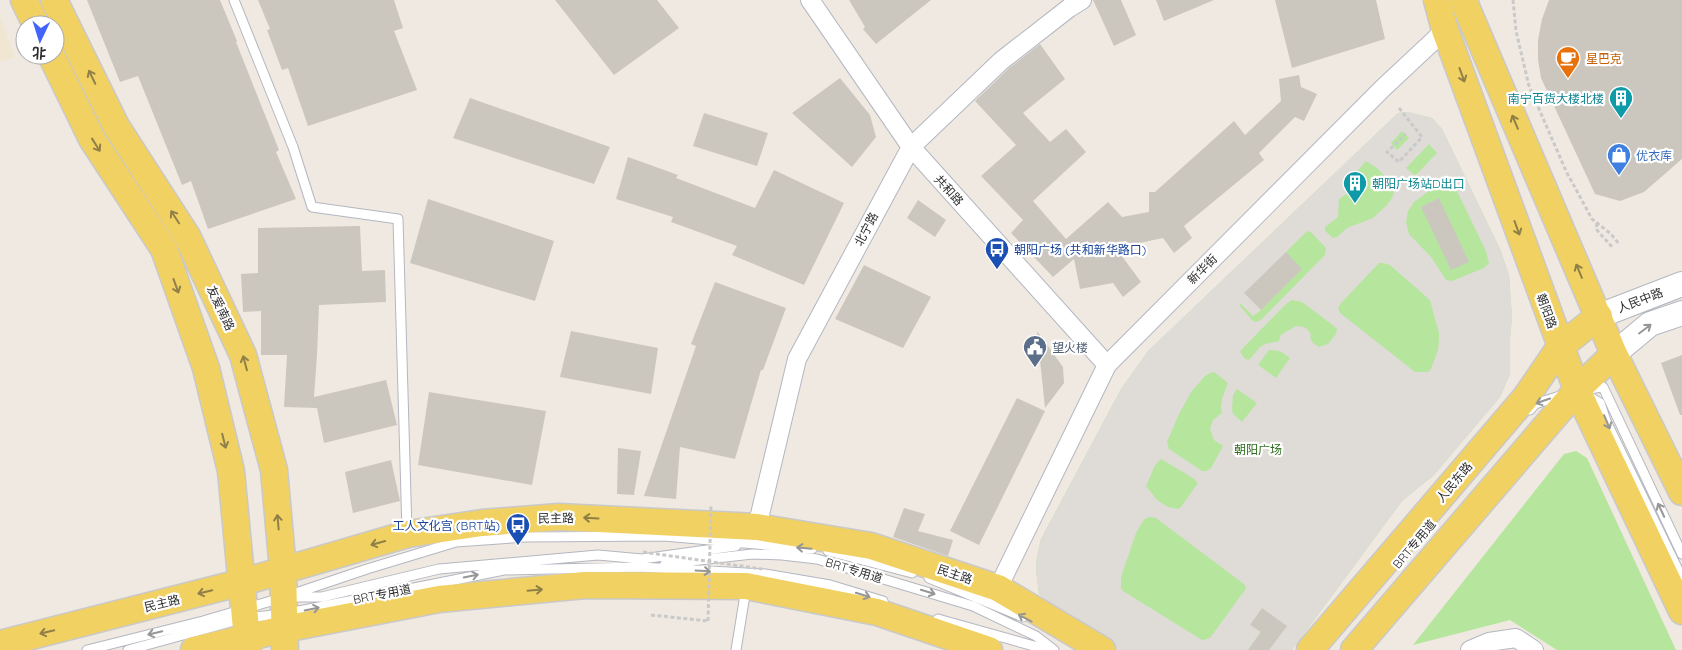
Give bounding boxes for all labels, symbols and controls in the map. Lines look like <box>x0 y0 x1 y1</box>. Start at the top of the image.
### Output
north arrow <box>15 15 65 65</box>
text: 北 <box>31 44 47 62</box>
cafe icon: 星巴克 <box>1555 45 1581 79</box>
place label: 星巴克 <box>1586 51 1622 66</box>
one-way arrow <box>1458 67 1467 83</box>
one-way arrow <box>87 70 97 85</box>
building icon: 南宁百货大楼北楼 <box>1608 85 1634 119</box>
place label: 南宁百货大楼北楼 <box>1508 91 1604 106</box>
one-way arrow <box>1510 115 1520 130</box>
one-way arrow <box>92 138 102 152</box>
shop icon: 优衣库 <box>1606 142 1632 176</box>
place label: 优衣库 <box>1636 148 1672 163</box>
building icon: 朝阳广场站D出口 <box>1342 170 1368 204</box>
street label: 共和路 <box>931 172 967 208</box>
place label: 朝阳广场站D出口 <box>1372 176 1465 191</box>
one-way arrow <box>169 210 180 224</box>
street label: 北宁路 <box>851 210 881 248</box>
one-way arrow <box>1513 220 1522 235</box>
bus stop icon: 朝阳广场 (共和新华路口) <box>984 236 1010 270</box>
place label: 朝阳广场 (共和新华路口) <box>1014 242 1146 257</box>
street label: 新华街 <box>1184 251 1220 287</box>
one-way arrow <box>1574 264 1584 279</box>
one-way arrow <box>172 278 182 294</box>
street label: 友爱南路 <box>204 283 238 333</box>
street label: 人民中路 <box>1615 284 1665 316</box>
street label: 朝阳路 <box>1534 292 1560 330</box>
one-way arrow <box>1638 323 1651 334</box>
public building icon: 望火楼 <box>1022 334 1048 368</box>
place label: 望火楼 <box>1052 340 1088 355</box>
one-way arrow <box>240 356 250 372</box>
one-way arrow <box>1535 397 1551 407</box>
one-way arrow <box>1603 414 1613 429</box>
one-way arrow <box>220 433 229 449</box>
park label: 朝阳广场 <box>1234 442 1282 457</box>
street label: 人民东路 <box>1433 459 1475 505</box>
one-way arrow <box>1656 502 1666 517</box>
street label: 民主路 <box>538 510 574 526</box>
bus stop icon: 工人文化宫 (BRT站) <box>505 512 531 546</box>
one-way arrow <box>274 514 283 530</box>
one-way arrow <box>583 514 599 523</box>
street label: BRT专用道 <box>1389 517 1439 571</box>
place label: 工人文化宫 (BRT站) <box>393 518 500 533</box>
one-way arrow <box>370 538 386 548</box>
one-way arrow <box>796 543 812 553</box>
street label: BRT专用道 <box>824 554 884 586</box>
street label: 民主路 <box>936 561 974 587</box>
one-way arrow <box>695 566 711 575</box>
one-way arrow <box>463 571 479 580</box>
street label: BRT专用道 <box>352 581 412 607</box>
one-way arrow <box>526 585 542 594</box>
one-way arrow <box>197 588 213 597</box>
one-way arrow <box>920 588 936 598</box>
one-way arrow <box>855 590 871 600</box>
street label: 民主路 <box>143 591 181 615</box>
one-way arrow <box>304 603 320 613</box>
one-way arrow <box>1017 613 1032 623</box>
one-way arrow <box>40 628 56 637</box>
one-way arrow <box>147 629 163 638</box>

:::::

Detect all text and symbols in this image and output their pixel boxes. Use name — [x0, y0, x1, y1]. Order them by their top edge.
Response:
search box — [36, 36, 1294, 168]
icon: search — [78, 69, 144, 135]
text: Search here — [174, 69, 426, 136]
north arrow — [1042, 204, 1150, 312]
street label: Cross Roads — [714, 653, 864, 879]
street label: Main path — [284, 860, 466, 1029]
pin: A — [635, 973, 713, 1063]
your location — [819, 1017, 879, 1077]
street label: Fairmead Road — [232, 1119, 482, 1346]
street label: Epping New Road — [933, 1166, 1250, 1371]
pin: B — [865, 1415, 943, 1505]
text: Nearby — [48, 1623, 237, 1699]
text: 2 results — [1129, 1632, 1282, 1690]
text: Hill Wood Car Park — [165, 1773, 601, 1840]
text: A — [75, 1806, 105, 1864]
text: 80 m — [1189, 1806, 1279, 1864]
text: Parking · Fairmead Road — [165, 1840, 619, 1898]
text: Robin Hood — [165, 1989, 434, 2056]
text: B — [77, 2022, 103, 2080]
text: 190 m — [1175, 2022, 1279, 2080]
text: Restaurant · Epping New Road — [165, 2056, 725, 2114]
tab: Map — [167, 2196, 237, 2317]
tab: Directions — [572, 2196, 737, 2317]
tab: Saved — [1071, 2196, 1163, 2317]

:::::

* _Task description_
Scan the listing above and copy all lines containing the word "共和新华路口".

* _Response to this exercise_
bus stop icon: 朝阳广场 (共和新华路口) <box>984 236 1010 270</box>
place label: 朝阳广场 (共和新华路口) <box>1014 242 1146 257</box>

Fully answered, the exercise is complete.